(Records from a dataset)
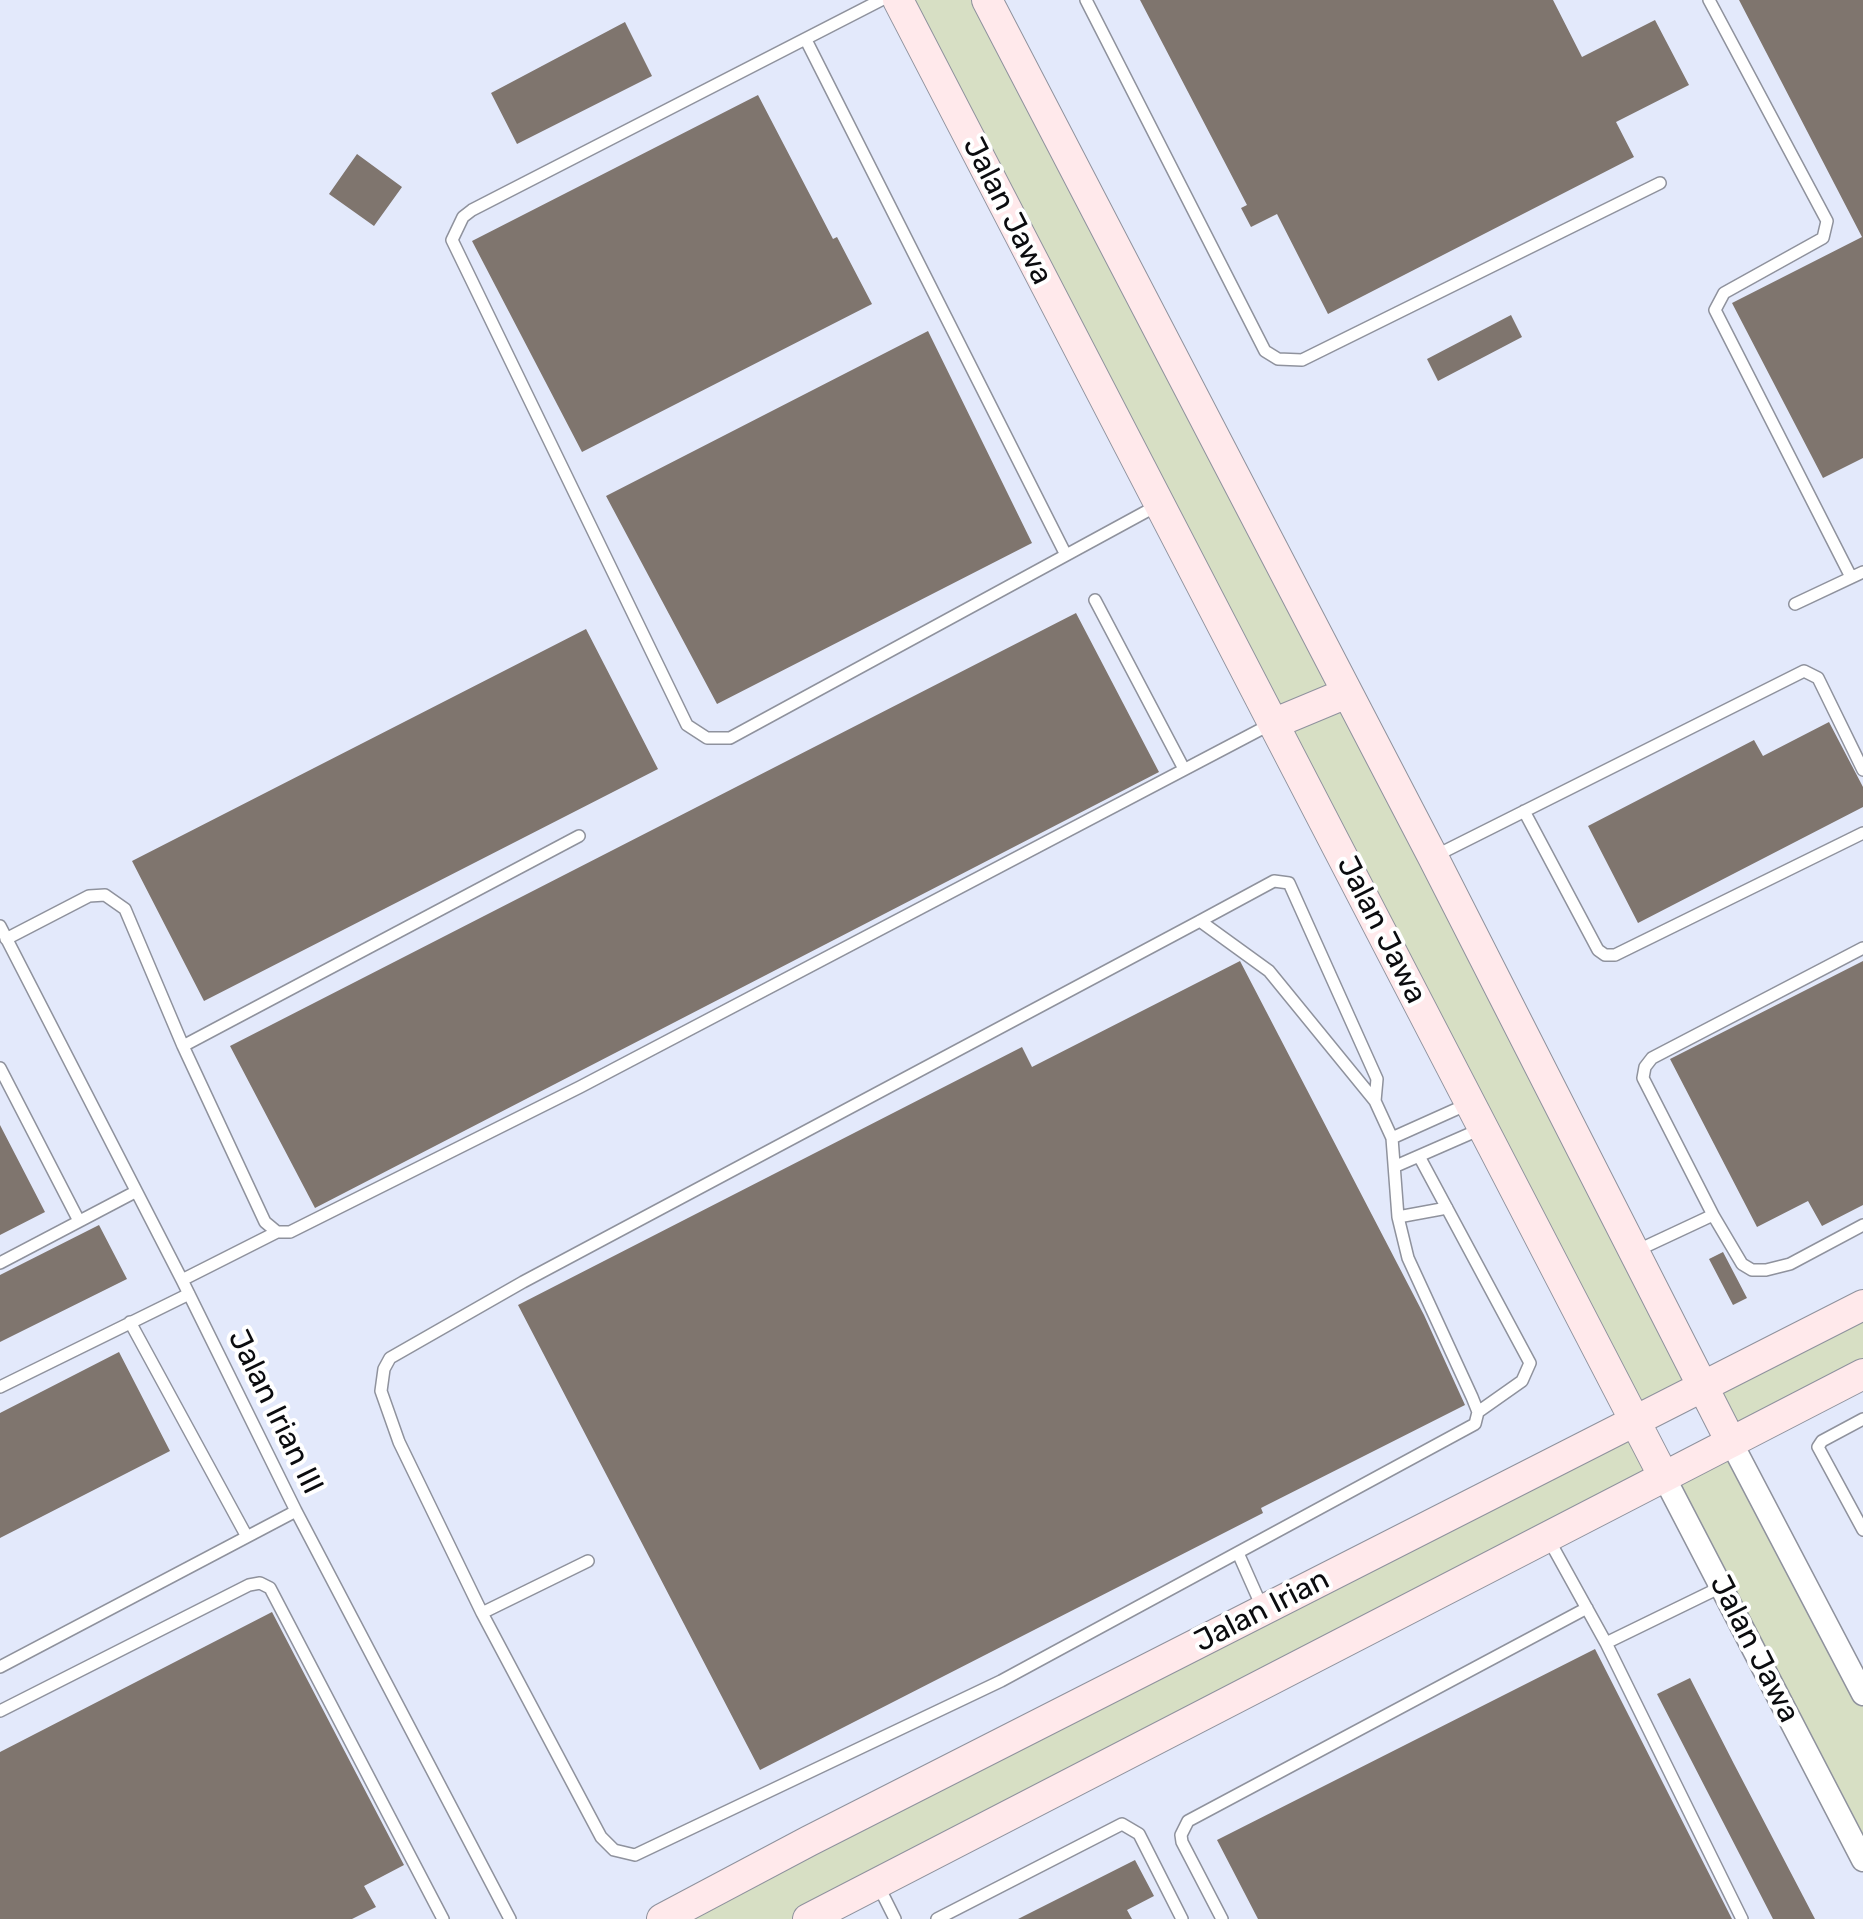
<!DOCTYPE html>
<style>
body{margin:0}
canvas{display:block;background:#f2f5fe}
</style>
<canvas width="1863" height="1919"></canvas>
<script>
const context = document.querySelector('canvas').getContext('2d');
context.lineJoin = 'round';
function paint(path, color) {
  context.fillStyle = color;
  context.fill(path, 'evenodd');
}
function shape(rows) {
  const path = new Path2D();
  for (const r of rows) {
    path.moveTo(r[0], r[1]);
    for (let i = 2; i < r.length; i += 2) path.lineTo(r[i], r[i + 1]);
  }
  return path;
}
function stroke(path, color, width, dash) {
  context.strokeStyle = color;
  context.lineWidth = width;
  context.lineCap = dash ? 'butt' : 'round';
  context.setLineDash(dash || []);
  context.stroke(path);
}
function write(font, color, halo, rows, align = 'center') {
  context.font = font + ' Rubik,sans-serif';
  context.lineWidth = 8;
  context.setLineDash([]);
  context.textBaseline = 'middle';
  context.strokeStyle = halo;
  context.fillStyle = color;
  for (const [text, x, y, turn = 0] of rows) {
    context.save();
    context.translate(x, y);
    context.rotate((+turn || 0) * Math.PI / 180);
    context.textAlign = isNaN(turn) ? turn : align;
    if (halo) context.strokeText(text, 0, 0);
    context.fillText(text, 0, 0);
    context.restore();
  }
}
const built = shape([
 [0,0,1863,0,1863,1919,0,1919]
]);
const green = shape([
 [898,0,987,0,1703,1386,1863,1305,1863,1374,1732,1442,1863,1694,1863,1863,1663,1477,808,1919,665,1919,1633,1421],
 [1704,1387,1731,1442,1664,1477,1633,1421]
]);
const building = shape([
 [1140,0,1553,0,1582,57,1655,20,1689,85,1616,122,1634,157,1328,314,1277,214,1251,227,1241,208,1247,205],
 [1739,0,1863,0,1863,458,1823,478,1732,303,1862,237],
 [625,22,652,76,517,144,491,93],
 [758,95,833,239,837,237,872,304,582,452,472,241],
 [357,154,402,187,374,226,329,194],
 [1511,315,1522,337,1438,381,1427,359],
 [928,331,1032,543,717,704,606,496],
 [1076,613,1159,772,315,1208,230,1046],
 [586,629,658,769,204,1001,132,861],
 [1829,722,1863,787,1863,807,1638,923,1588,826,1754,740,1763,756],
 [1240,961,1424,1315,1465,1405,1261,1508,1263,1513,760,1770,518,1305,1022,1047,1032,1067],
 [1863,961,1863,1205,1822,1226,1808,1201,1757,1227,1670,1059],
 [0,1125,45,1212,0,1235],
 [99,1225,127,1279,0,1342,0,1275],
 [1723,1252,1747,1298,1733,1305,1709,1259],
 [119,1352,170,1451,0,1538,0,1413],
 [272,1612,404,1865,364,1886,376,1907,352,1919,0,1919,0,1752],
 [1595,1649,1732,1919,1258,1919,1217,1840],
 [1690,1678,1734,1764,1815,1919,1773,1919,1657,1694],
 [1135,1860,1154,1896,1127,1910,1132,1919,1018,1919]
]);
const lane = shape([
 [881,0,472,210,463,217,452,240,687,725,707,738,730,738,1160,504],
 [1086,0,1265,351,1278,359,1302,360,1660,183],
 [1709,0,1827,221,1823,238,1724,293,1715,310,1851,577],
 [806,40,1066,555],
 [1095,600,1184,769],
 [1795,604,1863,572],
 [1524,811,1598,950,1605,955,1615,955,1863,833],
 [1435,856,1804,671,1818,678,1863,770],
 [1200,921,1269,971,1375,1101,1392,1138,1398,1217,1408,1258,1472,1397,1478,1412,1475,1424,1001,1681,635,1855,614,1850,601,1837,482,1613,399,1442,381,1391,384,1369,390,1358,523,1282,1200,921],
 [1200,921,1274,881,1289,883,1377,1079,1375,1101],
 [0,926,182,1280,296,1511,510,1919],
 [6,939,89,896,105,895,125,909,183,1046,265,1222,277,1232,290,1232,580,1087,1271,724],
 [183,1046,579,836],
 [0,1068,79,1221],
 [1392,1138,1470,1103],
 [1420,1158,1530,1363,1522,1381,1478,1412],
 [1396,1166,1483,1128],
 [1713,1215,1742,1264,1752,1270,1766,1270,1790,1264,1863,1225],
 [1398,1217,1447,1208],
 [1636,1251,1713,1215,1643,1078,1645,1067,1652,1058,1863,948],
 [0,1263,135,1192],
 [182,1280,277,1232],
 [130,1322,246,1535],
 [0,1387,189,1294],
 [1863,1419,1822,1441,1818,1447,1863,1530],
 [1549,1540,1606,1643,1742,1919],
 [1238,1553,1262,1607],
 [482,1613,588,1561],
 [1606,1643,1723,1586],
 [0,1667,296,1511],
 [0,1711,249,1585,260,1583,270,1588,443,1919],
 [879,1887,895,1919],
 [937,1919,1122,1824,1139,1834,1182,1919],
 [1222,1919,1182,1842,1181,1835,1188,1821,1587,1608]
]);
const street = shape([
 [1731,1442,1863,1694],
 [1664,1477,1863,1860]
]);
const secondary = shape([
 [898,0,1664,1477],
 [987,0,1433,857,1731,1442],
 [1275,723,1347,693],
 [662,1919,809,1841,1863,1305],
 [808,1919,1863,1374]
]);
const streetNames = [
 ["Jalan Jawa",1007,211,63],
 ["Jalan Jawa",1381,930,63],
 ["Jalan Irian III",275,1412,64],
 ["Jalan Irian",1262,1611,-27],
 ["Jalan Jawa",1754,1649,63]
];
paint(built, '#e3e9fb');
paint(green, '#d7dfc4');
paint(building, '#7f756e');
stroke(lane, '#8f929d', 14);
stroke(street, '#8f929d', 25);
stroke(secondary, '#8f929d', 32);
stroke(lane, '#fff', 11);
stroke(street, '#fff', 22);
stroke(secondary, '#ffe9eb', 30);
write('30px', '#0b0c0f', '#fff', streetNames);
</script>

_How to complete this task_
With all pictures removed, reproduce the lines from the top of the entries above through the line containing "for (const [text, x, y, turn", exactly as written.

_Answer box_
<!DOCTYPE html>
<style>
body{margin:0}
canvas{display:block;background:#f2f5fe}
</style>
<canvas width="1863" height="1919"></canvas>
<script>
const context = document.querySelector('canvas').getContext('2d');
context.lineJoin = 'round';
function paint(path, color) {
  context.fillStyle = color;
  context.fill(path, 'evenodd');
}
function shape(rows) {
  const path = new Path2D();
  for (const r of rows) {
    path.moveTo(r[0], r[1]);
    for (let i = 2; i < r.length; i += 2) path.lineTo(r[i], r[i + 1]);
  }
  return path;
}
function stroke(path, color, width, dash) {
  context.strokeStyle = color;
  context.lineWidth = width;
  context.lineCap = dash ? 'butt' : 'round';
  context.setLineDash(dash || []);
  context.stroke(path);
}
function write(font, color, halo, rows, align = 'center') {
  context.font = font + ' Rubik,sans-serif';
  context.lineWidth = 8;
  context.setLineDash([]);
  context.textBaseline = 'middle';
  context.strokeStyle = halo;
  context.fillStyle = color;
  for (const [text, x, y, turn = 0] of rows) {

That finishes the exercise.